Escavações em três canais mostraram que essas estruturas não foram construídas pelos maias, como se acreditava, mas por grupos de caçadores-coletores do Período Arcaico. Mais tarde, os maias aproveitaram e ampliaram o sistema, alimentando até 15.000 pessoas por ano, o que demonstra seu papel na transição para sociedades mais complexas.

Adaptação ao clima e recursos abundantes

Crooked Tree, reconhecido por sua biodiversidade, oferecia recursos como peixes, moluscos, plantas e aves aquáticas. Cientistas acreditam que secas entre 2200 e 1900 a.C. forçaram a mudança de uma agricultura baseada no milho para a exploração de alimentos aquáticos, uma estratégia vital para enfrentar o crescimento populacional e garantir a sobrevivência.

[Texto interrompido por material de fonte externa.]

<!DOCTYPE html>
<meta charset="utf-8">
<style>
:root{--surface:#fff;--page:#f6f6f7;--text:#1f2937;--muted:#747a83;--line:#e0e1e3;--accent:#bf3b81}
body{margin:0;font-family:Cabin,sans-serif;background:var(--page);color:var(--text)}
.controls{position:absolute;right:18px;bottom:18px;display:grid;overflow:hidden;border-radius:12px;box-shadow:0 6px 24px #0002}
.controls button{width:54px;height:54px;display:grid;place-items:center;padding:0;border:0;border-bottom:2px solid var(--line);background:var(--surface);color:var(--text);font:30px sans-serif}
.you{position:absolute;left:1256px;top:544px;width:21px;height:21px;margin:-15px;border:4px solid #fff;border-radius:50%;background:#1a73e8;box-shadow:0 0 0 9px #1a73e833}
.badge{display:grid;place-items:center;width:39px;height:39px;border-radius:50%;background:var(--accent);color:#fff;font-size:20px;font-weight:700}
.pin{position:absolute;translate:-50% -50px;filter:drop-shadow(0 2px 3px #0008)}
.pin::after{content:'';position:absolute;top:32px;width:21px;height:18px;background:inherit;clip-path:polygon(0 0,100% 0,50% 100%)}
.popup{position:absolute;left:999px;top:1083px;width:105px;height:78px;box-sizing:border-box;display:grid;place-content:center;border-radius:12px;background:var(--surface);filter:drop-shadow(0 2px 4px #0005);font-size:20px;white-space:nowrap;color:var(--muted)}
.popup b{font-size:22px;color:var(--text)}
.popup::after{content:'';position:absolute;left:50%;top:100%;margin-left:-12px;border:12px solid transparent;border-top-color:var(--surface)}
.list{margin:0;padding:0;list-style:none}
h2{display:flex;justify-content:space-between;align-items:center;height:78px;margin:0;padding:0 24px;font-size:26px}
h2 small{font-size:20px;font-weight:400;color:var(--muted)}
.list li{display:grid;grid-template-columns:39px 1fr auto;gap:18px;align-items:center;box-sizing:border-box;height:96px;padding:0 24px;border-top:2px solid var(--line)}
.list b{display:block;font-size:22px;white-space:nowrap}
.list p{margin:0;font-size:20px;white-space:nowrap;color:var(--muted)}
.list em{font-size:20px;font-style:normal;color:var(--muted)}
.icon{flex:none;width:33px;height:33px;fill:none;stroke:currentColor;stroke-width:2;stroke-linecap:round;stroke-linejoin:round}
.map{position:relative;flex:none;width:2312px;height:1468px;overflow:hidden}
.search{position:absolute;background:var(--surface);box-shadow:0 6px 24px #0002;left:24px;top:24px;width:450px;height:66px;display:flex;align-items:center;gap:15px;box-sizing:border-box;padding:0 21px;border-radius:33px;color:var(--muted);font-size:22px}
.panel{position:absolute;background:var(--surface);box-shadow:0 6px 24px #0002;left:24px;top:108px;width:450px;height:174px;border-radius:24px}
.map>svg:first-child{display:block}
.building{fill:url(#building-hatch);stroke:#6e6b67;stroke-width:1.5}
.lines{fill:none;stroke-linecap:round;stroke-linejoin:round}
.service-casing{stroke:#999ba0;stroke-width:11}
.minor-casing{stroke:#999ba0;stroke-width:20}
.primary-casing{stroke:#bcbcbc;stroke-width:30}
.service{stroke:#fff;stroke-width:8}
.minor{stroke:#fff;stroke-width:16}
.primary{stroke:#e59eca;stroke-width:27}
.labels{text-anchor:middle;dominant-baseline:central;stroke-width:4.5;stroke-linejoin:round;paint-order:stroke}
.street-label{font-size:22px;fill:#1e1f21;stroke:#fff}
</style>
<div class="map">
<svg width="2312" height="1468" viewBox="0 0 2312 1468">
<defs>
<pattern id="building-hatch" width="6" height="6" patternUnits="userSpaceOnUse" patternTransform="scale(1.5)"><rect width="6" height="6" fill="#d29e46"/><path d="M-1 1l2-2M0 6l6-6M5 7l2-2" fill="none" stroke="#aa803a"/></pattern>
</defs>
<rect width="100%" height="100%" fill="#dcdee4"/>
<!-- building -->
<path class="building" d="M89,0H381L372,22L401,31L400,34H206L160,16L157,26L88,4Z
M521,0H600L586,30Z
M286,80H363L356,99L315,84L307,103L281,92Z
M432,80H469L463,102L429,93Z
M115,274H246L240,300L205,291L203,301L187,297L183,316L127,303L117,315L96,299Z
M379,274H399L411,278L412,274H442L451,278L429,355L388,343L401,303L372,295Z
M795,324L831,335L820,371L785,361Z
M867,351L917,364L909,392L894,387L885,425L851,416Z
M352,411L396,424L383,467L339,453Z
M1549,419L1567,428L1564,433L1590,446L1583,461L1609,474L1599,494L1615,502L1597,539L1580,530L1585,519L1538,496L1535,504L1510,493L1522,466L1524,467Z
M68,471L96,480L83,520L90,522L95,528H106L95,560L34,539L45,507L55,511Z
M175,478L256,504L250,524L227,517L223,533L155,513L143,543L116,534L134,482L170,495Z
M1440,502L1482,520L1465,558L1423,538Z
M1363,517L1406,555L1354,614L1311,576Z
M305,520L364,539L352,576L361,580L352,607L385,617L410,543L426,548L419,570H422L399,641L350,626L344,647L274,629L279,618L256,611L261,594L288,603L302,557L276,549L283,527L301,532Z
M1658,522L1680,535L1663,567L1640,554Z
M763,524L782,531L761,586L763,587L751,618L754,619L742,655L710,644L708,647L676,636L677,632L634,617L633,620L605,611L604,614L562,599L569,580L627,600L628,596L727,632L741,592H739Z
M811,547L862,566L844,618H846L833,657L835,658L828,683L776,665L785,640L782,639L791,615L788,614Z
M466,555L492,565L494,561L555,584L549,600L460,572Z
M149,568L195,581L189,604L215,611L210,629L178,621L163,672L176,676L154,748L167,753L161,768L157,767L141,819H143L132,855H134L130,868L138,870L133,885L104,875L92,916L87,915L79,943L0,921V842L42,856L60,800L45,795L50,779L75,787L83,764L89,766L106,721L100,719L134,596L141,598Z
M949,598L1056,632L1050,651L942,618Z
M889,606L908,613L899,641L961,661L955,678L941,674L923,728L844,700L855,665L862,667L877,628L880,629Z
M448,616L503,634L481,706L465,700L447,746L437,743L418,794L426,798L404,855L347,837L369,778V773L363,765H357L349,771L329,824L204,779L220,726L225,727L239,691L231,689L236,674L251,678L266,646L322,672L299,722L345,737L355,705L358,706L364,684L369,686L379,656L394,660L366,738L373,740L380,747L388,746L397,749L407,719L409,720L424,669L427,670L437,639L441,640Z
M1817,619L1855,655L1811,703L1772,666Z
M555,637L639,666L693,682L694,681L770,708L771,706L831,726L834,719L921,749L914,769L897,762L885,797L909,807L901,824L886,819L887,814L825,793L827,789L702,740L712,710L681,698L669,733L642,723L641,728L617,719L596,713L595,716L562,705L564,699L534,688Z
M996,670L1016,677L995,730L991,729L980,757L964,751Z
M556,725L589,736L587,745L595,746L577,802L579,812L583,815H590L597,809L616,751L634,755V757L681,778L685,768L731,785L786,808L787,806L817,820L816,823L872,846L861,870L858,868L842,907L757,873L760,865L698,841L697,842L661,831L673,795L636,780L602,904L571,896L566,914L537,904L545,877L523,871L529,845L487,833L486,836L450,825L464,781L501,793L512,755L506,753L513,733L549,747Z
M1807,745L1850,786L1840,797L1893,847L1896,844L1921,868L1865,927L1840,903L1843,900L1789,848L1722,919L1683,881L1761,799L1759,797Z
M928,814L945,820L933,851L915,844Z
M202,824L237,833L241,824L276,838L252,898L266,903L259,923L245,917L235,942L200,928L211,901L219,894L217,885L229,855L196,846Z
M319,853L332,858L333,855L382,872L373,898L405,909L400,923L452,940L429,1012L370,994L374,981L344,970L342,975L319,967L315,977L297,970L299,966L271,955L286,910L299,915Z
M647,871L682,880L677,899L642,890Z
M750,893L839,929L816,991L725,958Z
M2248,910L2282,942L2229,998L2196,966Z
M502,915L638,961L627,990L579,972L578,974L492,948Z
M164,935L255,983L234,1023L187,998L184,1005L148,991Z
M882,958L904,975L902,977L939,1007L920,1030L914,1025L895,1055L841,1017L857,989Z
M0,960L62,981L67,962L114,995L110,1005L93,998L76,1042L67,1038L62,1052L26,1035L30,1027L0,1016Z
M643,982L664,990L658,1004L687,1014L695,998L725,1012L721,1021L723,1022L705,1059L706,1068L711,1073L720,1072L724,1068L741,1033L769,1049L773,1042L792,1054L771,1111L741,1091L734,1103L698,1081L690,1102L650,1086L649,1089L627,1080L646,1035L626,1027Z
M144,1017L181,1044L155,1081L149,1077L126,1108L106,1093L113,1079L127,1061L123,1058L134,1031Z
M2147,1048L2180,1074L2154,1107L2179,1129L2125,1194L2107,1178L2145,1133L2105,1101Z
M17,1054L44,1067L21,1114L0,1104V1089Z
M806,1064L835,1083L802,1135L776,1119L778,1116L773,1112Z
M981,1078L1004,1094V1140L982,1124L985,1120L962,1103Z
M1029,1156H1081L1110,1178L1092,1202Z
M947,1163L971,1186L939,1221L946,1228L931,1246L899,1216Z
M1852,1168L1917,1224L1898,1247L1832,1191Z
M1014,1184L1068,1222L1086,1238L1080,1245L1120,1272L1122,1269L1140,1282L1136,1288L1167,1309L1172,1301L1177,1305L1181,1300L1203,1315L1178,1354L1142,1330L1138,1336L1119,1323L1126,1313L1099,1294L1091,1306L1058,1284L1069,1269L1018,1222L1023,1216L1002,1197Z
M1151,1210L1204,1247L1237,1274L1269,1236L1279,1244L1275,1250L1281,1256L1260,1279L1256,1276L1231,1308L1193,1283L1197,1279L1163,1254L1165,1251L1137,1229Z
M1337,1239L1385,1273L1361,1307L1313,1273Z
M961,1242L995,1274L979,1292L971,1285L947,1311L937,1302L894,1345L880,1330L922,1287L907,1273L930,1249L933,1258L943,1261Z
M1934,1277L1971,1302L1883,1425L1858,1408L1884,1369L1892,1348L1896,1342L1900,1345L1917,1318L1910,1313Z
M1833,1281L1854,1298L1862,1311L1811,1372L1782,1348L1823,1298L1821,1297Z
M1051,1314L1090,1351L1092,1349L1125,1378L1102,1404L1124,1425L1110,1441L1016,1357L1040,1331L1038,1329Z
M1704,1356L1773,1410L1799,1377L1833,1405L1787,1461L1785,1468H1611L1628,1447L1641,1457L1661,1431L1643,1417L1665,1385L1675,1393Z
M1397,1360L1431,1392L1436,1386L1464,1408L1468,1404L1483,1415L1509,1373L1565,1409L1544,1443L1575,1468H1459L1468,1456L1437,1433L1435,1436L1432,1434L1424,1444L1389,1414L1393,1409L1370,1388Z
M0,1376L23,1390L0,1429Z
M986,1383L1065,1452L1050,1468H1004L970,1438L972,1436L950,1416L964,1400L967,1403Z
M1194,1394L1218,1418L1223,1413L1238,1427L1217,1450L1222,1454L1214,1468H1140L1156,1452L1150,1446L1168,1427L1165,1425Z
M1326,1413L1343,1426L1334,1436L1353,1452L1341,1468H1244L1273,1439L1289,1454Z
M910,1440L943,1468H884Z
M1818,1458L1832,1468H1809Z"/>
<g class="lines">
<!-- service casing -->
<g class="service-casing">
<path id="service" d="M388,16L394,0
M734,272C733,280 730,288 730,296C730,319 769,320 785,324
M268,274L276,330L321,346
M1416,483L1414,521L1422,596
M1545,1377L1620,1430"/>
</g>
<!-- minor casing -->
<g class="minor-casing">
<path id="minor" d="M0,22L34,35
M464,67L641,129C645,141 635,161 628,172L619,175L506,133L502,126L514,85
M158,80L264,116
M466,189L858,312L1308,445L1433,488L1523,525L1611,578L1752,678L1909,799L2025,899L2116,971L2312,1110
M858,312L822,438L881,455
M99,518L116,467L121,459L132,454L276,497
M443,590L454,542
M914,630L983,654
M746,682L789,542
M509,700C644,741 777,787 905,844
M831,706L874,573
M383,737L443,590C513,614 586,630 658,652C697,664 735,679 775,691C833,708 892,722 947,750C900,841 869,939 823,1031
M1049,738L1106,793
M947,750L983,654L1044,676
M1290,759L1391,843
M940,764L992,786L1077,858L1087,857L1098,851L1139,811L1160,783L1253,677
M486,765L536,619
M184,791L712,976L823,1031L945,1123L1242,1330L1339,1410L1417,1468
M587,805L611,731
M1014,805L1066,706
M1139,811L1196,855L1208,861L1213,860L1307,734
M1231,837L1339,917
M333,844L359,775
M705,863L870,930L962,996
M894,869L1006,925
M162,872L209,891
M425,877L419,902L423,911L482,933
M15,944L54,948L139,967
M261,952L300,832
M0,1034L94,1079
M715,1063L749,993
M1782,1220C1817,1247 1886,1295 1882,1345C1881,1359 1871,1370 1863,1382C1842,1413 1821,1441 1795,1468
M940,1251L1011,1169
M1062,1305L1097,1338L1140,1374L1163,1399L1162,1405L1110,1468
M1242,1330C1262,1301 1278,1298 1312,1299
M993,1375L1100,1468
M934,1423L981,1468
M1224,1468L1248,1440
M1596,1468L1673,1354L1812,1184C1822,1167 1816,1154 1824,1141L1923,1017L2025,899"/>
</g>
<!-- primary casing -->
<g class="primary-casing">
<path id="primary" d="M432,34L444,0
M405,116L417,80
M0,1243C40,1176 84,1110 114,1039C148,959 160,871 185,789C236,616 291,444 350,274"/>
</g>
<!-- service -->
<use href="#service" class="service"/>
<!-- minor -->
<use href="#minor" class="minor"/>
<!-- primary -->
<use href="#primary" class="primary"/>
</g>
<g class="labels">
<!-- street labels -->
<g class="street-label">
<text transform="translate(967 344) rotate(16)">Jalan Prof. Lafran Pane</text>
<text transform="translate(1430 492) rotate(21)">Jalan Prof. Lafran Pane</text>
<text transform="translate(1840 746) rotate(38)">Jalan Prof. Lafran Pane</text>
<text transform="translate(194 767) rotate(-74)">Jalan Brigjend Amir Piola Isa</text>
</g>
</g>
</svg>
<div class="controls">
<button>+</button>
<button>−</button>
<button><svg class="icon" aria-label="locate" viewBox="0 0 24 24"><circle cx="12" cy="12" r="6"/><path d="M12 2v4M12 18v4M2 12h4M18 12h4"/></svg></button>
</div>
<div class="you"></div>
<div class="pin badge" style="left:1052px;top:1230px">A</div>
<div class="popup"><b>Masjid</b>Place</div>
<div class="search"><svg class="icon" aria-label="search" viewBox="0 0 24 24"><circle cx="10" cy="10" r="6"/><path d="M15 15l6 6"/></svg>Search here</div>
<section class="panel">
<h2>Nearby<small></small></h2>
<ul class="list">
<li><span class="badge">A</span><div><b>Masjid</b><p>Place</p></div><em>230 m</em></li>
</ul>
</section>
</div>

Análises de sedimentos coletados no local revelaram como mudanças climáticas moldaram a vida desses antigos habitantes, levando-os a inovar na produção de alimentos em ambientes aquáticos.

O alicerce da civilização maia

Esse sistema de armadilhas foi mais do que uma solução para a subsistência; ele catalisou o sedentarismo e o surgimento da civilização maia. Segundo os especialistas, a intensificação da produção de alimentos aquáticos foi fundamental para o desenvolvimento de estruturas sociais mais sofisticadas durante o Período Formativo.

Essa descoberta oferece uma visão única do passado, evidenciando como os primeiros mesoamericanos transformaram o ambiente ao seu redor para prosperar. Mais do que uma demonstração de engenhosidade, as armadilhas são um lembrete de como o ser humano pode superar desafios ambientais e sociais.

O achado não apenas reescreve a história, mas também destaca a importância dos recursos aquáticos no desenvolvimento de uma das civilizações mais fascinantes da América.